Большаков почему-то смущен этой встречей с комдивом. А еще ему очень неловко перед Лидой, сестрой. Ей-то тоже, наверное, показались нарочитыми и могучие плечи полковника, и его громкий смех, громкий голос, и его жизнерадостность, сила, здоровье, а главное, этот дерзкий, насмешливый и как будто бы обнимающий взгляд — как Сергей полагал, — унижающий женщину.

Он уже пожалел, что полковник его разыскал на немытом полу, на соломе, в душной, темной, пропахшей карболкою комнате, неподвижного, с многодневной щетиной на серых щеках.

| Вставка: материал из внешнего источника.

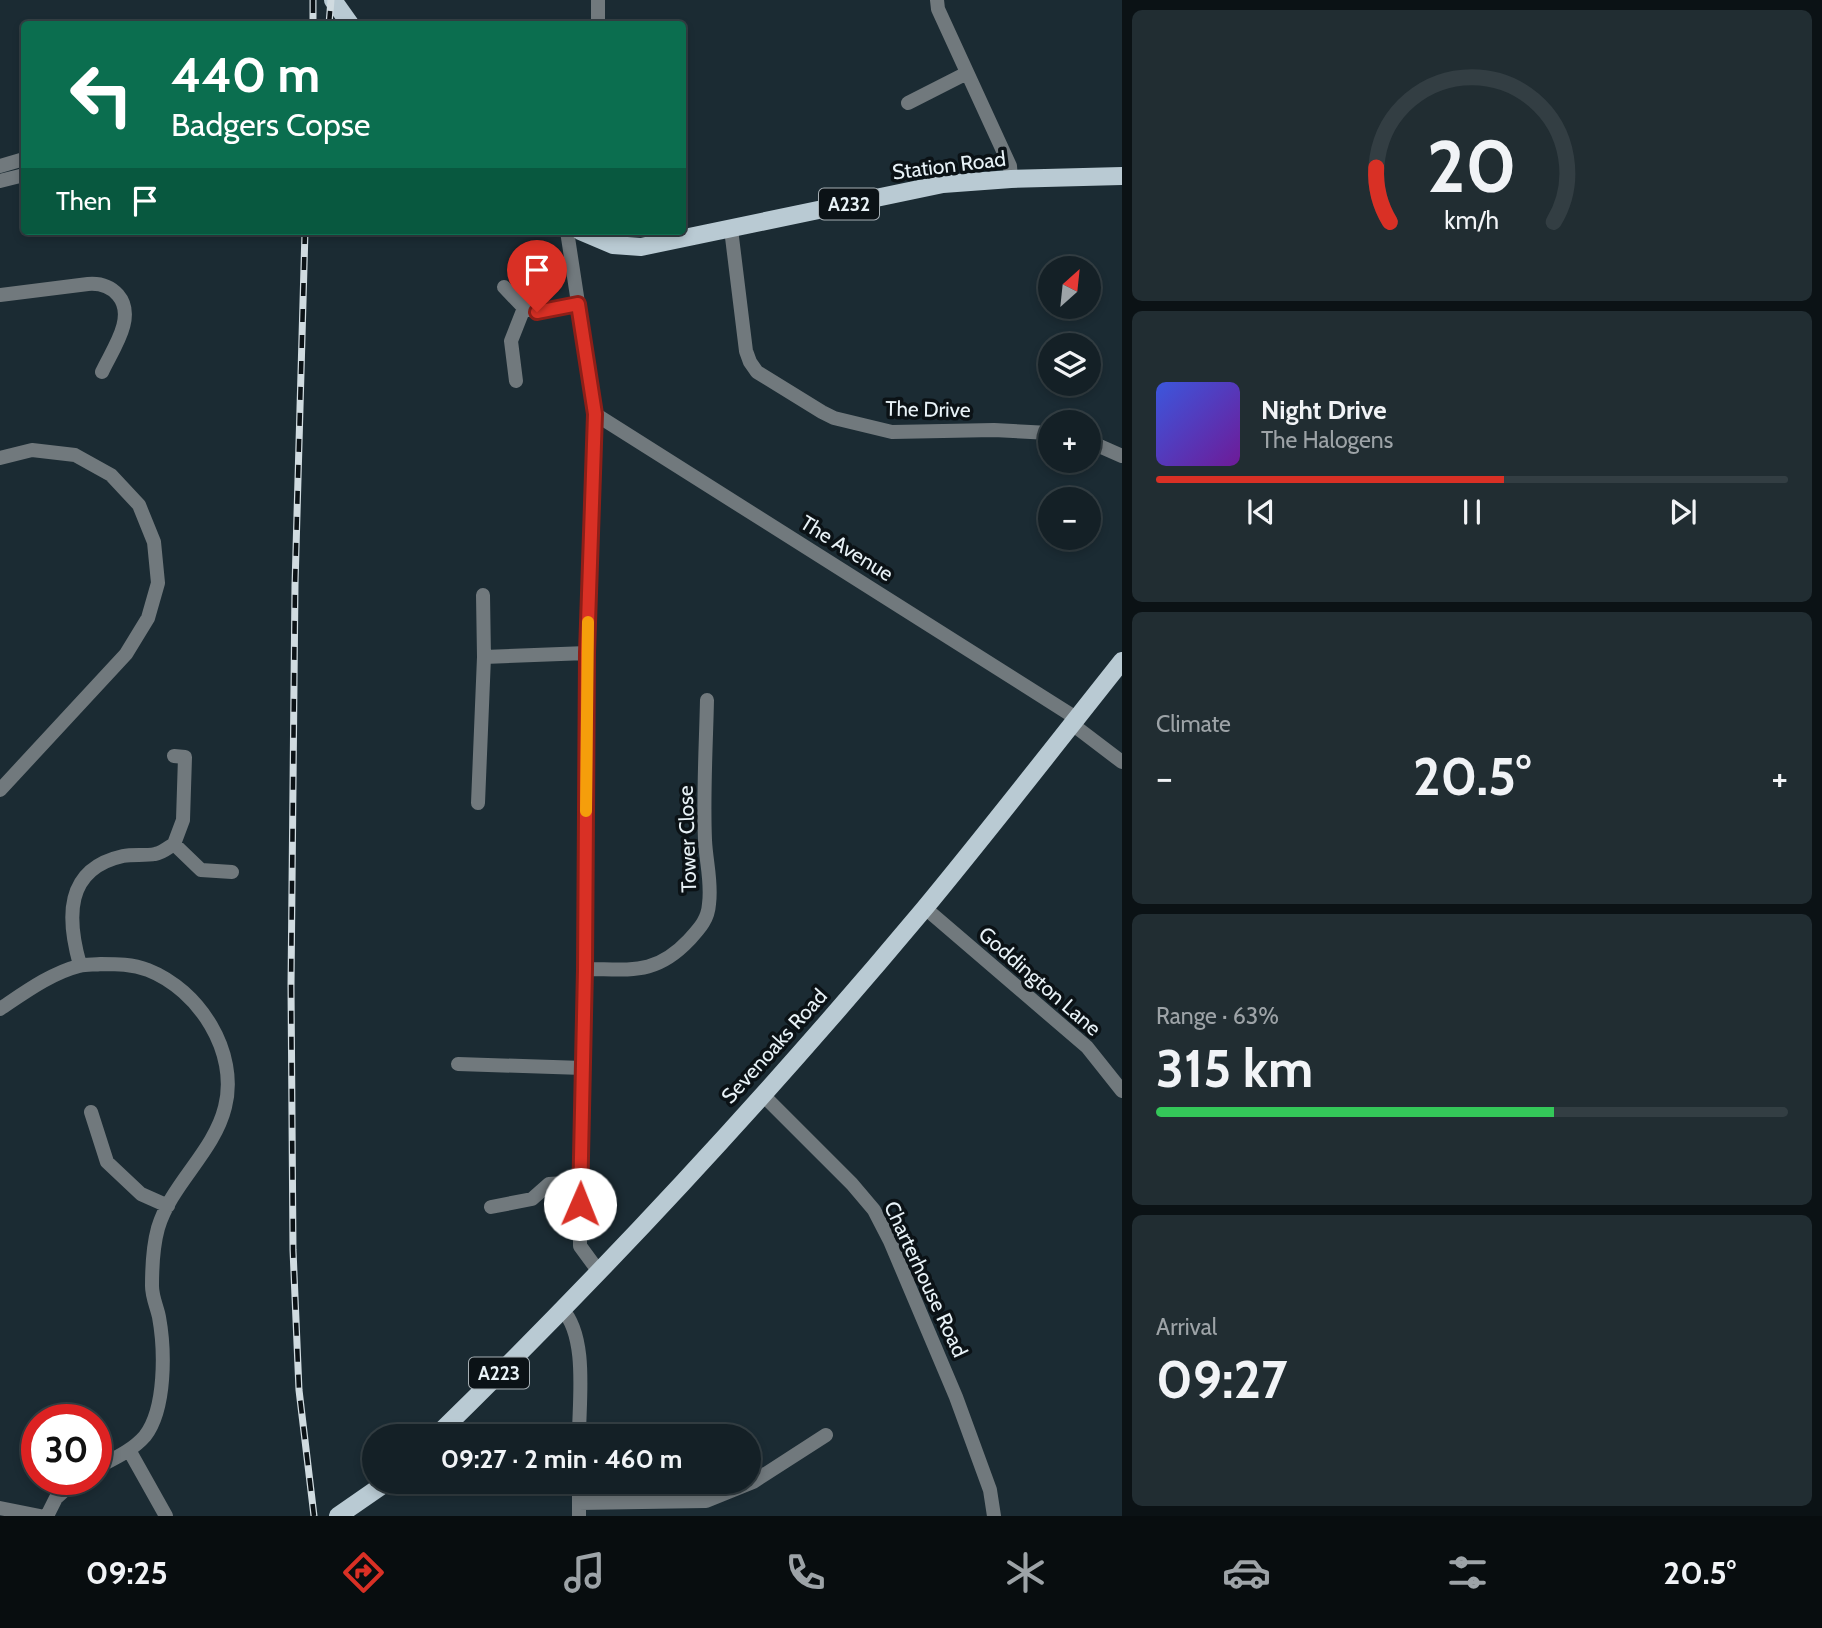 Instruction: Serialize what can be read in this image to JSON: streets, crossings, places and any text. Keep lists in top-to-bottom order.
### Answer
{
  "streets": {
    "main road": [
      "Station Road",
      "A232",
      "Sevenoaks Road",
      "A223"
    ],
    "street": [
      "The Drive",
      "The Avenue",
      "Tower Close",
      "Goddington Lane",
      "Charterhouse Road"
    ]
  },
  "crossings": [
    ["Station Road", "The Drive"],
    ["The Avenue", "Sevenoaks Road"],
    ["Goddington Lane", "Sevenoaks Road"],
    ["Sevenoaks Road", "Charterhouse Road"]
  ],
  "north": "top right",
  "page": {
    "turn": ["440 m", "Badgers Copse"],
    "then": "Then",
    "map_buttons": ["+", "−"],
    "song": ["Night Drive", "The Halogens"],
    "tile": [
      "Climate",
      ["Range · 63%", "315 km"],
      ["Arrival", "09:27"]
    ],
    "heat": ["−", "20.5°", "+"],
    "limit": "30",
    "trip": "09:27 · 2 min · 460 m",
    "tabs": ["09:25", "20.5°"],
    "gauge": ["20", "km/h"]
  }
} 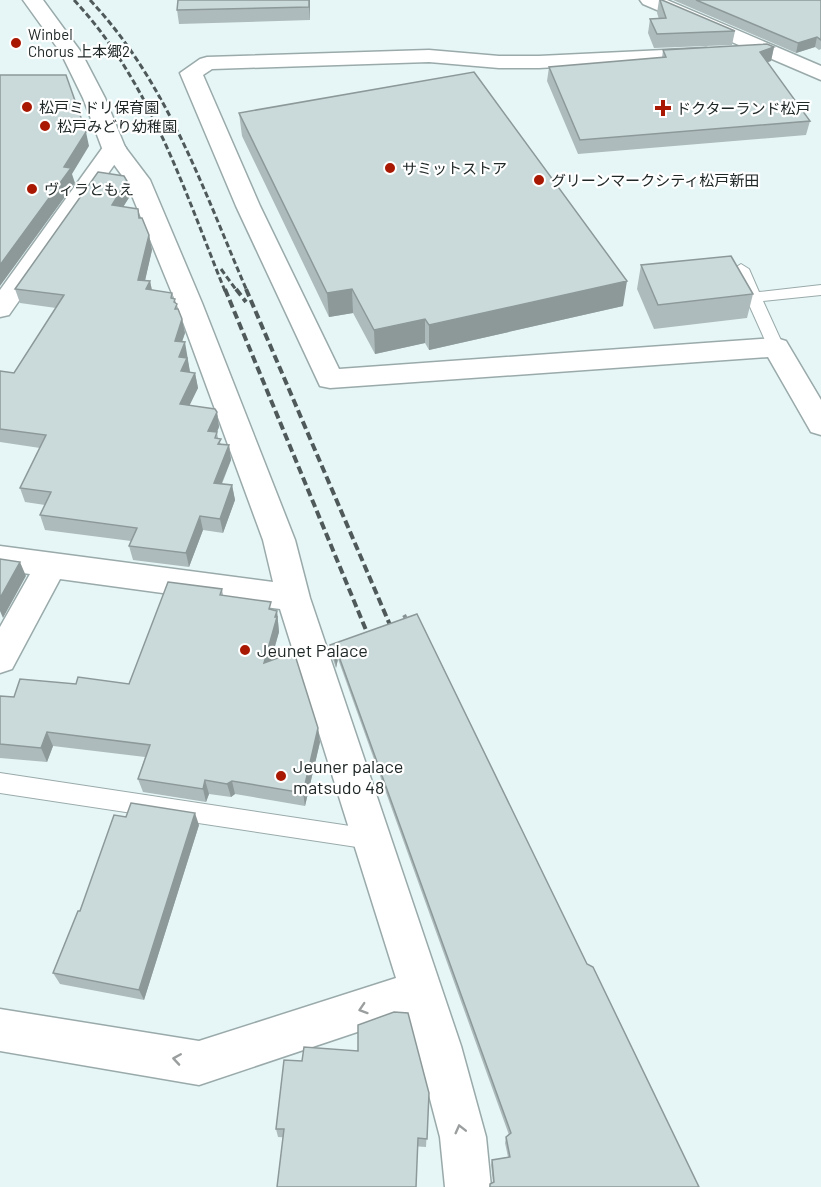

Он хотел уже было подозвать медсестру, но вовремя разглядел, что Лида, сидящая в полумраке у печки, как-то очень печально, почти безнадежным движением вытирает глаза. Слезы льются, а она их вытирает то ладонью, то рукавом. И все это тихо, беззвучно. И он поразился своей собственной новой догадке: «Да они чем-то крепко связаны, мой Степан Митрофанович и спокойная наша, строгая, дорогая сестрица… Чем-то очень серьезным, видать. И еще эта ссора у всех на глазах…»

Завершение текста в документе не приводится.